Your instructions. Look through the data below. Collect every line where the word "strong" occurs.
Segment Open
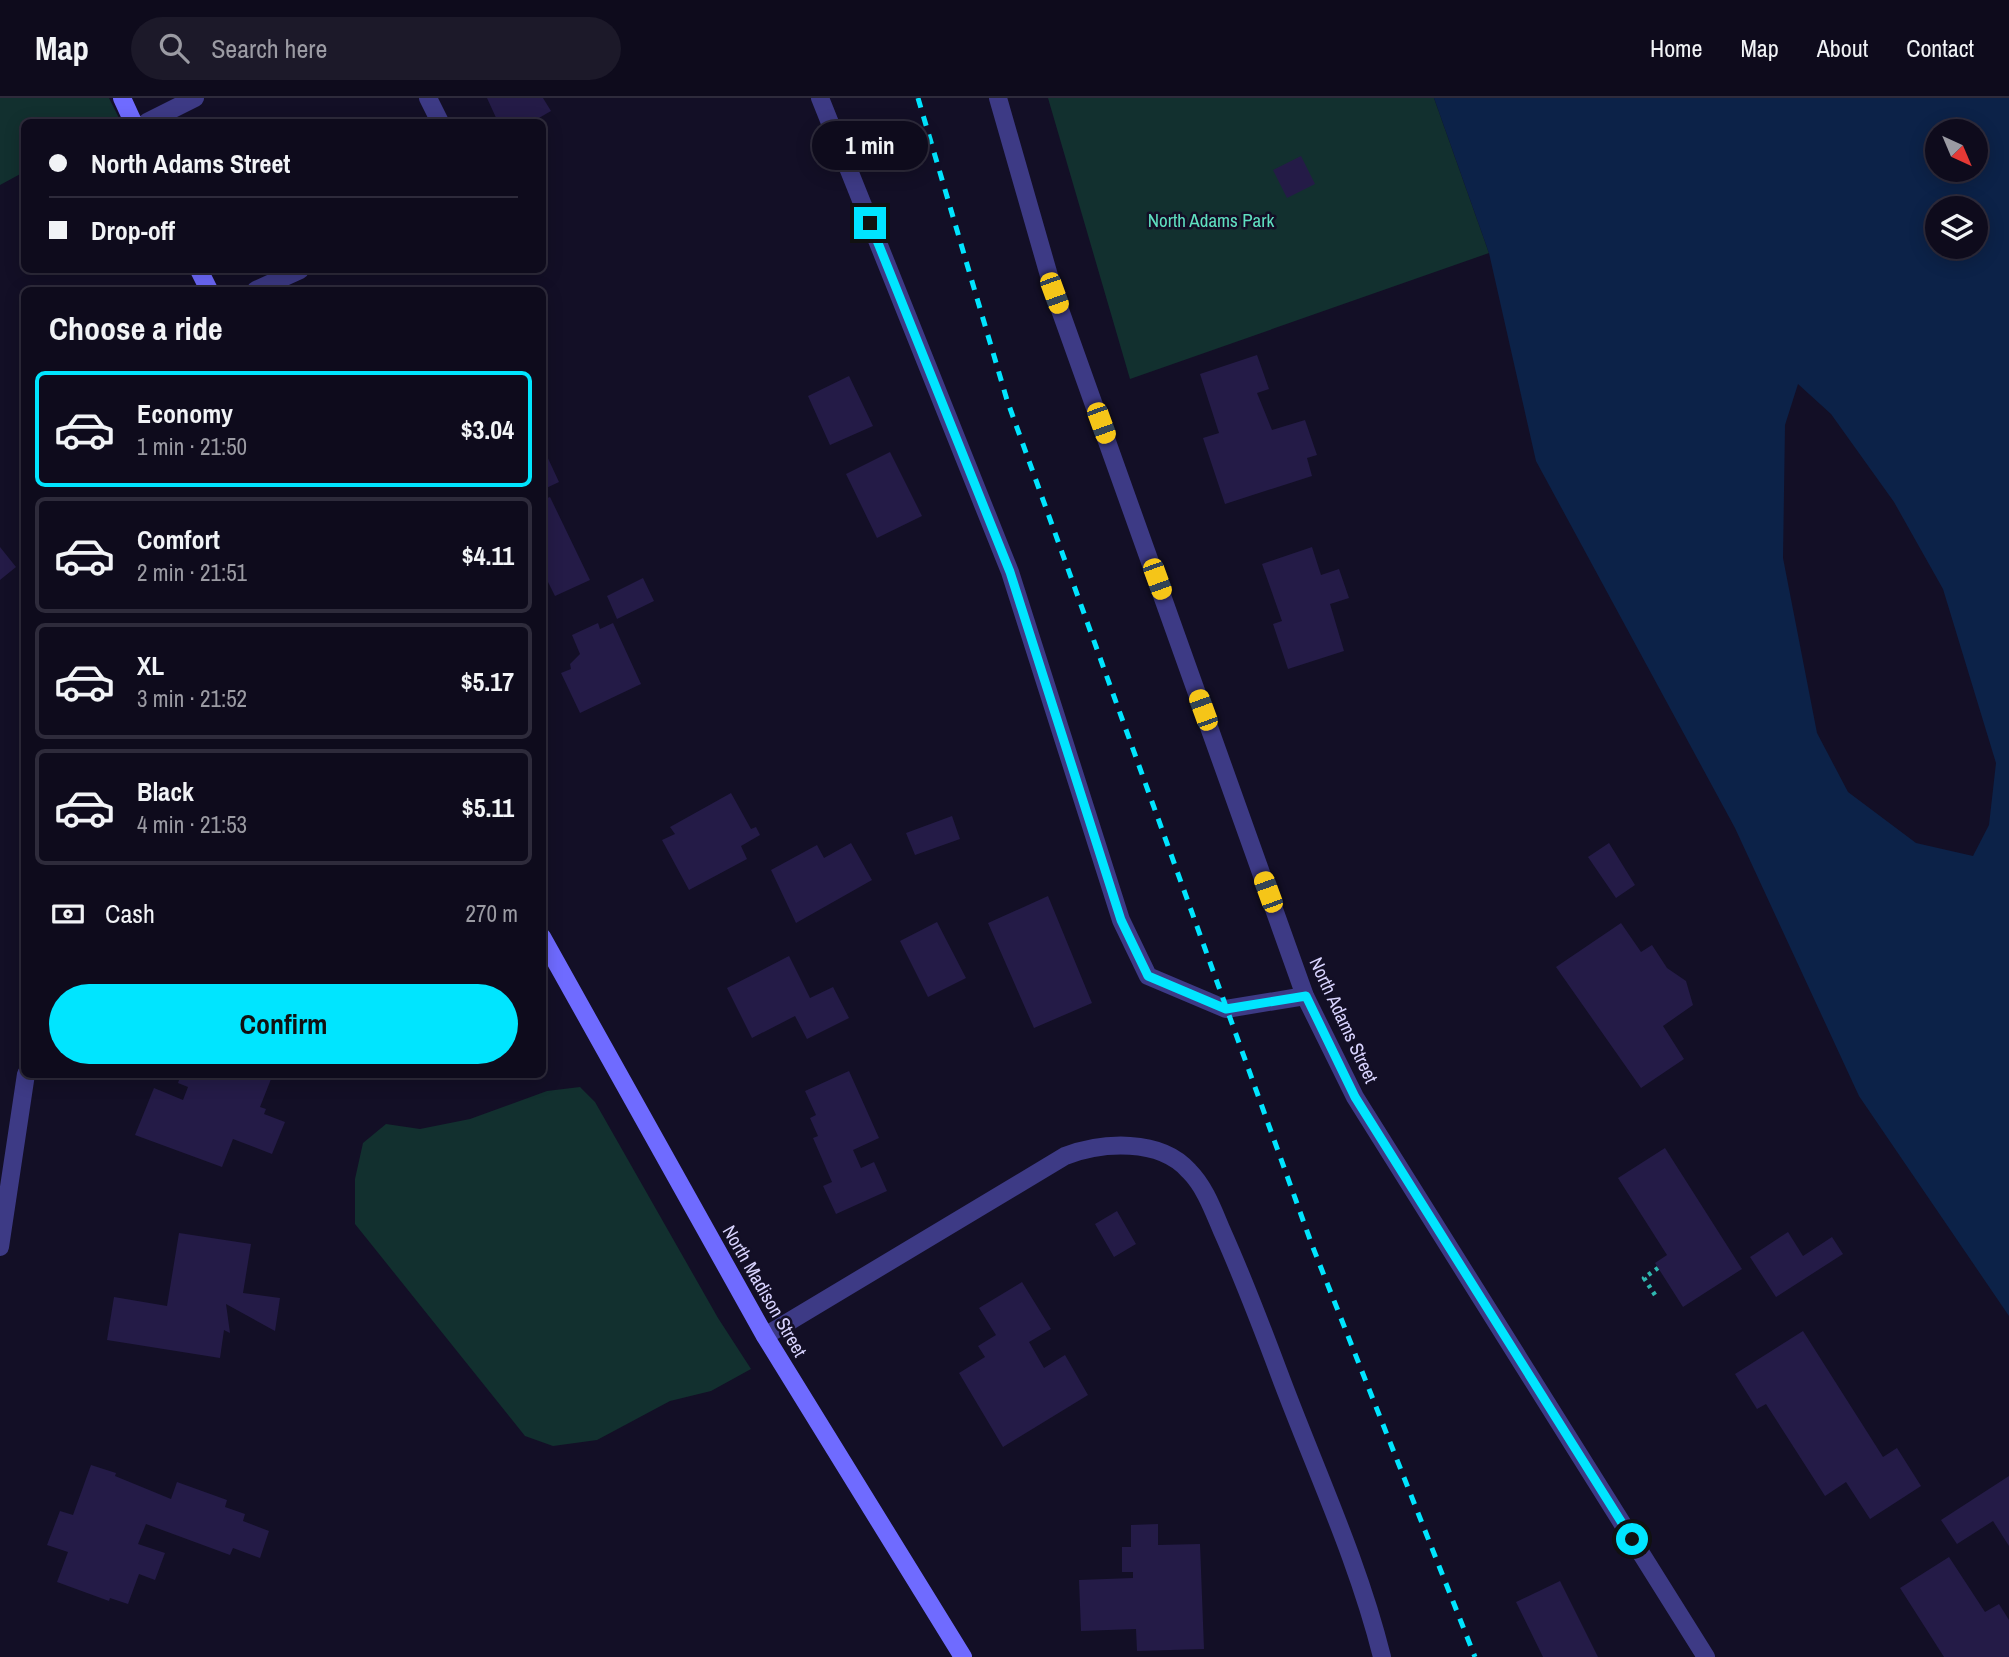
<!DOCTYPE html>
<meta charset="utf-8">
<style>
:root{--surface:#0e0b1c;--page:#1c1929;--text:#f1f3f6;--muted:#9b9ba3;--line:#2e2b3b;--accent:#00e5ff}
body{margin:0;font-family:"Archivo Narrow",sans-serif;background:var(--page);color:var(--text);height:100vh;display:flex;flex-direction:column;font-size:26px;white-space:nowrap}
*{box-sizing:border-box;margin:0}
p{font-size:23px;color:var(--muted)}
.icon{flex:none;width:38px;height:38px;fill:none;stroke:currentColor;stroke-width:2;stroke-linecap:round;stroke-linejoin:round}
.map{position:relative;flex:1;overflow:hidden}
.details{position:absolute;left:21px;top:189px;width:525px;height:791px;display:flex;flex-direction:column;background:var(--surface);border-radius:10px;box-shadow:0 4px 18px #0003,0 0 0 2px var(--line)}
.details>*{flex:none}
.hud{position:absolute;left:21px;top:21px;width:525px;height:154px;border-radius:10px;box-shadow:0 4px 18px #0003,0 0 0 2px var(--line);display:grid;align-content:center;height:154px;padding:0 28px;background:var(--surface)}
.needle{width:46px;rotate:136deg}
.buttons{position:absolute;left:1925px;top:21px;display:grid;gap:14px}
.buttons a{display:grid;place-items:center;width:63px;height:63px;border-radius:50%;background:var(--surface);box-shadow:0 4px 18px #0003,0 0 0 2px var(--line);font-size:35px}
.end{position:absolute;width:32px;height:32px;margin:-16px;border:9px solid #00e5ff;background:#111;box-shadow:0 0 0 4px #111}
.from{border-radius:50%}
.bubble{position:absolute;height:49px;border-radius:24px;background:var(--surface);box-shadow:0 4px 18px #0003,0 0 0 2px var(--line);font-size:23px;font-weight:800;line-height:49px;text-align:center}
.car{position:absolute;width:21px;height:42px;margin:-21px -10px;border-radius:9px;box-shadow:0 0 5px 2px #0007;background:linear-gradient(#f5c518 24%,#345 0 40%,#f5c518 0 76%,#345 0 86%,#f5c518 0)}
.hud b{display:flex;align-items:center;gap:24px;height:66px;font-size:26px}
.hud b+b{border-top:2px solid var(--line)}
.hud i{width:18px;height:18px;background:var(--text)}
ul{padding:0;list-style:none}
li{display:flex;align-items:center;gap:21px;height:116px;margin:0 14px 10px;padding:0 14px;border:4px solid var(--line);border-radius:10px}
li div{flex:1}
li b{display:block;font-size:26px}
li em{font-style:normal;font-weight:800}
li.active{border-color:var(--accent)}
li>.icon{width:63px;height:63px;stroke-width:1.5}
h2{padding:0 28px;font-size:32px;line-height:84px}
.pay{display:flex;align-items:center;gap:18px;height:77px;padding:0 28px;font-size:26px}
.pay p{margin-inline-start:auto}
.button{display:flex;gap:14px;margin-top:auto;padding:14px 28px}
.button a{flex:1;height:80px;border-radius:42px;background:var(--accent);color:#111;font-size:28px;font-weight:800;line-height:80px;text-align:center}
header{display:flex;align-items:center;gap:42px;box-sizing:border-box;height:98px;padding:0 35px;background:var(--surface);border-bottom:2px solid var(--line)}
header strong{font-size:33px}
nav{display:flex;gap:38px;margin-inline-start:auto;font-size:24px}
.search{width:490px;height:63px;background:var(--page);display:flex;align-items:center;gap:18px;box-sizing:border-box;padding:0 24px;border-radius:38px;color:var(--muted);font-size:26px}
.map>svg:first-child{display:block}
.green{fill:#12302f}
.water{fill:#0c2248;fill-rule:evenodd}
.building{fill:#241b47}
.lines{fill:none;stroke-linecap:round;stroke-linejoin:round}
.path{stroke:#2fb8b0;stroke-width:4.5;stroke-dasharray:3.5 5;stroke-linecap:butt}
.lane{stroke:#3d3a85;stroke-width:18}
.street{stroke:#3d3a85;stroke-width:18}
.secondary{stroke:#6f6bff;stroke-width:18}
.rail{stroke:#00e5ff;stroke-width:5;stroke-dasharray:10 9;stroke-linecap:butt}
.route{stroke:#00e5ff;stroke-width:9}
.labels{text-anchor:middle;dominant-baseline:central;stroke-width:5;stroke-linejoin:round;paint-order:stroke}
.park-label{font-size:19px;fill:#5fe0c0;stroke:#130f26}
.street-label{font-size:19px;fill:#d9d4ff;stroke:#130f26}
</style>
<header>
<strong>Map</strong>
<div class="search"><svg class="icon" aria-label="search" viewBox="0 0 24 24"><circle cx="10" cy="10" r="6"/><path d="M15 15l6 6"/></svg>Search here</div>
<nav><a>Home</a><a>Map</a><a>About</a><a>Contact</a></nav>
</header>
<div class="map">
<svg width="2009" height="1559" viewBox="0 0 2009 1559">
<rect width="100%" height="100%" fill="#130f26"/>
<path class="green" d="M0 0H109L120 22 114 24H24V74L0 87Z
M1048 0H1434L1489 155 1130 281Z
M580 989 595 1004 718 1220 751 1271 711 1293 670 1303 597 1342 553 1348 525 1338 355 1126V1081L363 1045 386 1026 420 1031 470 1021 547 993Z"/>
<path class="water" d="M1434 0H2009V1218L1859 998 1735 730 1536 363 1489 155ZM1937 33H1976V72H1937ZM1937 110H1976V149H1937ZM1798 286 1831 316 1894 404 1943 491 1996 665 1989 727 1973 758 1916 745 1848 694 1817 635 1783 460 1785 327Z"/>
<path class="building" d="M487 0H543L551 13 532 24H498Z
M1301 58 1315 86 1287 100 1273 72Z
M1257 257 1269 291 1257 295 1272 332 1305 322 1317 357 1307 360 1312 378 1225 406 1203 340 1219 335 1200 276Z
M849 278 873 328 830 347 808 298Z
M890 354 922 418 877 440 846 376Z
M546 356 559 384 542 392V357Z
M550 399 590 482 555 498 545 478 542 479V402Z
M0 449 16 469 0 482Z
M1312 449 1321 477 1339 471 1349 500 1330 506 1344 553 1288 571 1273 526 1282 523 1262 466Z
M643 480 654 503 617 521 607 498Z
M598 525 600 531 613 525 641 586 580 615 561 575 571 571 570 566 580 556 572 537Z
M731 695 751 731 756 729 760 737 741 748 747 761 689 792 662 742 675 736 670 729Z
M952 718 960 741 915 757 906 735Z
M851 745 872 782 796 825 771 772 817 747 824 760Z
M1609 745 1635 787 1616 800 1588 759Z
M1048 798 1092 905 1034 930 988 825Z
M937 824 966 880 928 899 900 843Z
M1621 825 1641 854 1652 847 1667 870 1686 883 1693 907 1663 928 1684 961 1641 990 1556 869Z
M789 858 810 900 833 889 849 920 807 941 795 918 752 940 727 890Z
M849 973 879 1040 853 1052 861 1070 874 1064 887 1093 836 1116 823 1088 832 1084 813 1040 818 1038 810 1020 816 1017 805 993Z
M181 976H273L260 1009 266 1011 264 1016 285 1024 272 1056 233 1041 222 1069 135 1037 154 990 183 1002 188 989 178 985Z
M1665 1050 1742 1171 1683 1209 1655 1165 1667 1157 1618 1080Z
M1117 1113 1136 1146 1114 1159 1095 1126Z
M1788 1134 1803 1158 1832 1139 1843 1156 1776 1199 1750 1159Z
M179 1135 251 1146 243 1195 280 1200 275 1233 226 1206 230 1235 224 1232 220 1260 107 1242 114 1199 167 1208Z
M1022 1184 1051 1231 1029 1244 1044 1270 1065 1257 1088 1297 1003 1349 959 1275 985 1259 978 1248 996 1237 979 1210Z
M1803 1233 1883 1359 1897 1350 1921 1388 1870 1421 1846 1384 1825 1398 1766 1306 1757 1311 1735 1276Z
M91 1367 116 1375 115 1378 171 1401 177 1384 227 1402 225 1409 245 1416 243 1423 269 1433 260 1460 233 1450 230 1457 146 1426 138 1446 165 1455 155 1482 139 1476 128 1506 110 1500 109 1503 57 1484 68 1454 47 1447 60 1413 73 1417Z
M2009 1378V1448L1993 1423 1957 1446 1941 1422Z
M1158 1426V1447L1200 1446 1204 1551 1137 1553 1136 1531 1081 1533 1079 1482 1133 1480V1474H1122V1449H1131V1427Z
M1949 1459 1985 1514 1999 1506 2009 1522V1559H1944L1900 1490Z
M1560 1483 1598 1559H1543L1516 1504Z"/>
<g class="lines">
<path class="path" d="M1655 1197 1644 1180 1658 1170"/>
<path class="lane" d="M428 0 440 24
M820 0 1010 474 1121 822 1148 878 1226 911 1305 898
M256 192 300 172
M765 1238 1065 1058C1102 1044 1160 1040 1189 1073 1205 1089 1213 1112 1222 1133 1243 1180 1261 1227 1279 1275 1314 1369 1358 1462 1382 1559"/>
<path class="street" d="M998 0 1054 195 1305 898 1355 999 1706 1559
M147 24 195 0
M0 1149 26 976"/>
<path class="secondary" d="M122 0 133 24
M199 172 209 192
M542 839 765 1238 963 1559"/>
<path class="rail" d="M918 0 1007 302 1312 1147 1475 1559"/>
</g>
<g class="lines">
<path class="route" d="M870 125 1010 474 1121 822 1148 878 1226 911 1306 898 1355 999 1632 1441"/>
</g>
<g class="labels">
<g class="park-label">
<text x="1211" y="122">North Adams Park</text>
</g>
<g class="street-label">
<text transform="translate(1344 922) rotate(65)">North Adams Street</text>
<text transform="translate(765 1193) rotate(60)">North Madison Street</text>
</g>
</g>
</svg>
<div class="buttons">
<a><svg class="needle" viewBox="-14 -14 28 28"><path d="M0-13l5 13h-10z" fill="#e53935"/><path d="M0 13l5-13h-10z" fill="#9b9ba3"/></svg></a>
<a><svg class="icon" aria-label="layers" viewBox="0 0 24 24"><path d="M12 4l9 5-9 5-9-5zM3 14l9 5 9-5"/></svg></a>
</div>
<i class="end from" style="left:1632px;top:1441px"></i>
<i class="end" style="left:870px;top:125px"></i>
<div class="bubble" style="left:812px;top:23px;width:116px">1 min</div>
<i class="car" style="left:1054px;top:195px;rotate:160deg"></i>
<i class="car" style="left:1101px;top:325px;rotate:160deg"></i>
<i class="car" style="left:1157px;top:481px;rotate:160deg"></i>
<i class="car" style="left:1203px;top:612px;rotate:340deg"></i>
<i class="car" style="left:1268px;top:794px;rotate:340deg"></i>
<div class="hud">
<b><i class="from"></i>North Adams Street</b>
<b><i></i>Drop-off</b>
</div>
<section class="details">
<h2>Choose a ride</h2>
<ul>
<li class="active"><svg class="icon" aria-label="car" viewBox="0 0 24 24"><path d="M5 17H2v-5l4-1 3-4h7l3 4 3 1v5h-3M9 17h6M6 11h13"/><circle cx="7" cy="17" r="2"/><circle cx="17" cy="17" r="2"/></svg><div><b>Economy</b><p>1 min · 21:50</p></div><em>$3.04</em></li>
<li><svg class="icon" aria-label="car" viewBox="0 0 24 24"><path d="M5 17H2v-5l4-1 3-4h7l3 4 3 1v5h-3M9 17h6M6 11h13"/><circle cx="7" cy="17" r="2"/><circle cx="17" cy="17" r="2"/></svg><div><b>Comfort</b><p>2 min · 21:51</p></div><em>$4.11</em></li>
<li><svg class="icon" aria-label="car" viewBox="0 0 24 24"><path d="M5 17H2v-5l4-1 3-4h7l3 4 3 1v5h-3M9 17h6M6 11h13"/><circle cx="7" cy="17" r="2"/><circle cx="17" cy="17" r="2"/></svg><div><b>XL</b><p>3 min · 21:52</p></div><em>$5.17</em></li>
<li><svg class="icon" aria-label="car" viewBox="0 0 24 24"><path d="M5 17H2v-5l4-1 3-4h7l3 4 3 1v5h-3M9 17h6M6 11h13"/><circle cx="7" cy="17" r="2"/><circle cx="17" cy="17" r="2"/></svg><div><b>Black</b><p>4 min · 21:53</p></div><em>$5.11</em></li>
</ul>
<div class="pay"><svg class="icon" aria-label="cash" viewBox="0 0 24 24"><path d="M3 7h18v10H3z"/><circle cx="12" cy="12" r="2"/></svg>Cash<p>270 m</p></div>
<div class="button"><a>Confirm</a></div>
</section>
</div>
Segment Closed
Result of the task.
header strong{font-size:33px}
<strong>Map</strong>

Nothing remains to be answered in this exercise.